Je desserre mon emprise sur sa cheville et le regarde tomber droit comme une pierre.

Son hurlement de peur est étonnement aigu pour un homme de son envergure. C'est assez drôle d'ailleurs. Mais bon, je ne peux pas faire ce que je veux. Ce gros nigaud doit aller dans un endroit bien précis.

De plus, avec la chance que j'ai, cette masse graisseuse, tatouée va tomber dans un cercle paradisiaque pour lui, genre Luxure ou Gourmandise. Et je faillerai vraiment à ma tâche.

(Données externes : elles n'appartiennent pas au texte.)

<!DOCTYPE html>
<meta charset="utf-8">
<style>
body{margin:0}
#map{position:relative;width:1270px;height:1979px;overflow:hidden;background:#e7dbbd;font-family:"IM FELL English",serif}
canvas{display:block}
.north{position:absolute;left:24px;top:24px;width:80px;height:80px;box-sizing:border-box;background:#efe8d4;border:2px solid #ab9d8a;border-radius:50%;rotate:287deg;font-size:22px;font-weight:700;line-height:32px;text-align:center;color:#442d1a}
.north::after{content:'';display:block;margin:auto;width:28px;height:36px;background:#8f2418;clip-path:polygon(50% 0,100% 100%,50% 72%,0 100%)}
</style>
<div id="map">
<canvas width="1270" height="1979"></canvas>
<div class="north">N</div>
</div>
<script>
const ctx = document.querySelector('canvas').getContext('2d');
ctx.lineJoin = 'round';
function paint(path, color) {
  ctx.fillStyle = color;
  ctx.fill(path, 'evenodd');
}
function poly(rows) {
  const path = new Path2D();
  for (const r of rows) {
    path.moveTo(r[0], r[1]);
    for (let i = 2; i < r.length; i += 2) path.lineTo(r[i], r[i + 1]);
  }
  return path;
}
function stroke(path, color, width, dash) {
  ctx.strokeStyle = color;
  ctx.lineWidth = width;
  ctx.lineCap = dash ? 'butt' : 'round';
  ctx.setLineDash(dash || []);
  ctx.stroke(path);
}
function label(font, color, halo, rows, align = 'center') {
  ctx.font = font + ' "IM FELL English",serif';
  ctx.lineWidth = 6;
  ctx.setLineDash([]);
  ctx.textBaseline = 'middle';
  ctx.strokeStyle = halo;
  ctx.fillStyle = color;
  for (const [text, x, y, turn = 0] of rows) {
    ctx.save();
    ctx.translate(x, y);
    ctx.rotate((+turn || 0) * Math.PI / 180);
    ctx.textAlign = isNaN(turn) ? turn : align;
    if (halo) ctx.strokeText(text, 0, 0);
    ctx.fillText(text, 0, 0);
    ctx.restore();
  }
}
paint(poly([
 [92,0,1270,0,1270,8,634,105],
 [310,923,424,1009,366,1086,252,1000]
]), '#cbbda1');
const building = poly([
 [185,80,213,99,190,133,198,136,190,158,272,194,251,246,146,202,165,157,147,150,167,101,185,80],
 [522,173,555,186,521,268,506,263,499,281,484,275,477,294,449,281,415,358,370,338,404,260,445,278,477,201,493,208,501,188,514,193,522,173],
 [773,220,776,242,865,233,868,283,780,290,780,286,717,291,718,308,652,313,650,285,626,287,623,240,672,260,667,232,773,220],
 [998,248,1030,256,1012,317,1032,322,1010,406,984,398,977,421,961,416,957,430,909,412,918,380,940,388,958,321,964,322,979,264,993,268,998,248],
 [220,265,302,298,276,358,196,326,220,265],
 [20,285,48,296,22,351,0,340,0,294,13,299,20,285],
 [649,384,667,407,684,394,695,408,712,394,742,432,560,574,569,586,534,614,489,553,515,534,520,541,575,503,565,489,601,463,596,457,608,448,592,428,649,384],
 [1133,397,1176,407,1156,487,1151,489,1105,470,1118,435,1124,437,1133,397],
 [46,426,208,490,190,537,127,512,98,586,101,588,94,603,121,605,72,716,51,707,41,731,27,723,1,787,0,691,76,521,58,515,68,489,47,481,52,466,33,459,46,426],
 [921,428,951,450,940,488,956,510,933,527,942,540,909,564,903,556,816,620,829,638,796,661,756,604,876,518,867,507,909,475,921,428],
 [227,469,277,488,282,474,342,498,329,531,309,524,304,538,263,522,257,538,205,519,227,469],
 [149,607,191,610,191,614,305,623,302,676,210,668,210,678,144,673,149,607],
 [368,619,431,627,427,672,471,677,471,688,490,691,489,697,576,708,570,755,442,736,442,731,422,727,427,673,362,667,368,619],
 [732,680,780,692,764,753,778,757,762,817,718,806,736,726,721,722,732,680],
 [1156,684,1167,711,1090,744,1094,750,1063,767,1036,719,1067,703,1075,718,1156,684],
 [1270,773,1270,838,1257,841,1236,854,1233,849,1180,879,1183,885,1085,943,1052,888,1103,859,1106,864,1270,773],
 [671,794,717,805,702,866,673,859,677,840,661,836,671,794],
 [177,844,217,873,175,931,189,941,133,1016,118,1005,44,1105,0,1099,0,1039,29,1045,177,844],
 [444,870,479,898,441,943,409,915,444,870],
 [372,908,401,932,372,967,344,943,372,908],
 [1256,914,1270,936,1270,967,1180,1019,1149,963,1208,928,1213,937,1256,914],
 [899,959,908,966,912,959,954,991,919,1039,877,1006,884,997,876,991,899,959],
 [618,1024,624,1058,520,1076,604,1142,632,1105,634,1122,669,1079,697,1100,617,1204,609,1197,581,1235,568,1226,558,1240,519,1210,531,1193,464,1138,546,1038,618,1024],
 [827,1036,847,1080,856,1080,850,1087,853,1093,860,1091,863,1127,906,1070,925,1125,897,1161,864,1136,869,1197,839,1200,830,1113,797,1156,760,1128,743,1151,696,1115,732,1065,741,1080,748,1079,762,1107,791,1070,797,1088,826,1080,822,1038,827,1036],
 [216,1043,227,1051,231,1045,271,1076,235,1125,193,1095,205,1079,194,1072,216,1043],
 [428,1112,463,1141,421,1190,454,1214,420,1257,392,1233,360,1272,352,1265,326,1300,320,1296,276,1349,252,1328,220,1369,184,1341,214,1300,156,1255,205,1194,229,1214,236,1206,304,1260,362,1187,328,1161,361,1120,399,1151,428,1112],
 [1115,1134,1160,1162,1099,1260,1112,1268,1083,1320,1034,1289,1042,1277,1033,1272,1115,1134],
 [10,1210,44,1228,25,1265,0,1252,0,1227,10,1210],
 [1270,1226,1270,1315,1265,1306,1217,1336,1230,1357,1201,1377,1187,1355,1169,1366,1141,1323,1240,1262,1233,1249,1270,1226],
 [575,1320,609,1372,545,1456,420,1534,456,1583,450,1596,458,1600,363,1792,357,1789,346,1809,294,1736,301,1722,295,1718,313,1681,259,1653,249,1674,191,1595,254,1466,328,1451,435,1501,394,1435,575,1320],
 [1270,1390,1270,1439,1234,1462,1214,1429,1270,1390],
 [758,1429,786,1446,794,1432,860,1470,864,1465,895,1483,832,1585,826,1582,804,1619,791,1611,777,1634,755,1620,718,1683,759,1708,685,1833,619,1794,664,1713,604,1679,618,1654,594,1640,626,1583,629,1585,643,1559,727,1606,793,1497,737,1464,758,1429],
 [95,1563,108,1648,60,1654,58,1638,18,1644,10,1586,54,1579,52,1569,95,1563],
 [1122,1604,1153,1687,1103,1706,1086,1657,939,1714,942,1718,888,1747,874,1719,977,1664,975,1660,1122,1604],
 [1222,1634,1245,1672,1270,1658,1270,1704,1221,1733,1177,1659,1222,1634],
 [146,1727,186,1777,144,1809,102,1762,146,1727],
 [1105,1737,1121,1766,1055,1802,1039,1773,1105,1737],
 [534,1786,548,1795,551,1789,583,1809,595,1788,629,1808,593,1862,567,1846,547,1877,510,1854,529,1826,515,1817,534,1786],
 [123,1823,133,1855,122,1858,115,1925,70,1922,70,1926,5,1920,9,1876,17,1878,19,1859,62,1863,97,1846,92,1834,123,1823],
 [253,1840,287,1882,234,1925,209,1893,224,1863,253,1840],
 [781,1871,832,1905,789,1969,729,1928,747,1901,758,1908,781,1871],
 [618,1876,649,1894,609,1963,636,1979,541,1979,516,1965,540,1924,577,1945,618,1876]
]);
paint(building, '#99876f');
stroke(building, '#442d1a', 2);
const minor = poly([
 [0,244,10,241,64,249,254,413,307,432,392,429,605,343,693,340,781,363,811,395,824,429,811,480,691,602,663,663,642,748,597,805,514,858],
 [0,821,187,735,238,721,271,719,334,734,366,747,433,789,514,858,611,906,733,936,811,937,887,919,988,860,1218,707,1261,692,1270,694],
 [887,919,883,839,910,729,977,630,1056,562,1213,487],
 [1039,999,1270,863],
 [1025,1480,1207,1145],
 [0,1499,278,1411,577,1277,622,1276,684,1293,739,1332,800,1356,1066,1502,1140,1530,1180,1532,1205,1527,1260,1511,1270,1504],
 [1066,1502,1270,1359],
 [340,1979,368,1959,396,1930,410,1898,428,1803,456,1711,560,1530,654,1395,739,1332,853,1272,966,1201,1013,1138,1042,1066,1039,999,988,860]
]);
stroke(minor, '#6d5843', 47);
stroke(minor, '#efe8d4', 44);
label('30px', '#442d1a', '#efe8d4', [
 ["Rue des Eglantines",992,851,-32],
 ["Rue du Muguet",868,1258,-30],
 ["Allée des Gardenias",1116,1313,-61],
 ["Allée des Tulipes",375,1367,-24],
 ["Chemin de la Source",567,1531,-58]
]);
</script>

Les hommes comme lui vont au Tartare. C'est là que je le ramène.

J'attends encore quelques secondes et le rattrape histoire, que la panique lui serre la gorge comme si c'était ma propre main.

- Alors tu veux toujours que j'te lâche ?

L'homme soupire, mais ne répond pas, il tourne de l'oeil.

Rien que de savoir ce que cette ordure a commis durant sa vie me fait sortir de mes gonds. Il ne faut pas que j'y pense. Sinon, je pourrais bien perdre le contrôle.

Je ne suis pas un bon samaritain, ni un super-héros, mais les humains comme lui me répugnent au plus haut point.

Dans un pays déjà pauvre à la base, où les enfants sont soit soldats, soit esclaves sexuels, cette ordure a violé, torturé, découpé, saigné des enfants par millier. Il s'est baigné dans leur sang, sourire aux lèvres, jouissant de leurs souffrances. Enivré par l'odeur de la peur qu'il inspirait. Pour justifier ses actes, il prône la religion, toujours elle. Ces enfants, ne sont pas élevés dans la bonne croyance, selon ce grand sage. Et ils devaient souffrir durant de longues heures pour ça. Les humains sont vraiment la pire idée que mon créateur a jamais eue. Ils ne savent rien et veulent tout contrôler avec leur ignorance.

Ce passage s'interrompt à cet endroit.